**How to complete this task**:
Go through the entries, filter for the word "Hill", and copy every line that has it.
_ _ _ _ _
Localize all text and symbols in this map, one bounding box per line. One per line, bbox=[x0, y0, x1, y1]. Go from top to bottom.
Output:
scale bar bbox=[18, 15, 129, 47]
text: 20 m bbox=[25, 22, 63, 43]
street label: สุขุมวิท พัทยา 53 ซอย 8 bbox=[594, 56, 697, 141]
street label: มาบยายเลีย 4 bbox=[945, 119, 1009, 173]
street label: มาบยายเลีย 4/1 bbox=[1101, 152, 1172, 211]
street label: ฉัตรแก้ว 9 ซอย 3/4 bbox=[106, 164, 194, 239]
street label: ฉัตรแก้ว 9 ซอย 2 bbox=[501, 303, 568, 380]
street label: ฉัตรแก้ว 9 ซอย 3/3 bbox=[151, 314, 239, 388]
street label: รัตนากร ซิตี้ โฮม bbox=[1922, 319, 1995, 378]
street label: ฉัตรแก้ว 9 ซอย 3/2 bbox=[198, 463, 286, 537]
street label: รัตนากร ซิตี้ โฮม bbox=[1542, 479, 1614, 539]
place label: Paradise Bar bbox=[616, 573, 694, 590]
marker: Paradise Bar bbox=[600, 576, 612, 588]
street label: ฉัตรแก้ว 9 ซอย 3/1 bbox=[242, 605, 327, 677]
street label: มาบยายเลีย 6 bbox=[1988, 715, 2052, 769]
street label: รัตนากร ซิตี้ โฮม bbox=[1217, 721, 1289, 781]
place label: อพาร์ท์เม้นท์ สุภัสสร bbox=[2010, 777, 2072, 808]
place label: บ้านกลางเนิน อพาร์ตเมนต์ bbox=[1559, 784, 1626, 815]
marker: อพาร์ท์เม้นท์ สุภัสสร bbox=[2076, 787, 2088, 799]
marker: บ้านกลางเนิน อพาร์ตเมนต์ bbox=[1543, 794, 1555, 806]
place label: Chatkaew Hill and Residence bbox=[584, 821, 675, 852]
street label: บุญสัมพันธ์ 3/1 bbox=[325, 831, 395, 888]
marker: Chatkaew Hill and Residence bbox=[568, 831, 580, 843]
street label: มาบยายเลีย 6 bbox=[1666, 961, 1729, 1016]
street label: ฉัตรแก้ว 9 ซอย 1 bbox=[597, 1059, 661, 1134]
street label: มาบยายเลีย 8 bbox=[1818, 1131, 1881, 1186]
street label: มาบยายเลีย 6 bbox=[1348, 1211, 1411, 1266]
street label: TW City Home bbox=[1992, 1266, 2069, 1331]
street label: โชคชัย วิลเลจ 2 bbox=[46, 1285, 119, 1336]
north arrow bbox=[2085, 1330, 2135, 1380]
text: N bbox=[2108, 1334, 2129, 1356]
_ _ _ _ _
**Solution to the exercise**:
place label: Chatkaew Hill and Residence bbox=[584, 821, 675, 852]
marker: Chatkaew Hill and Residence bbox=[568, 831, 580, 843]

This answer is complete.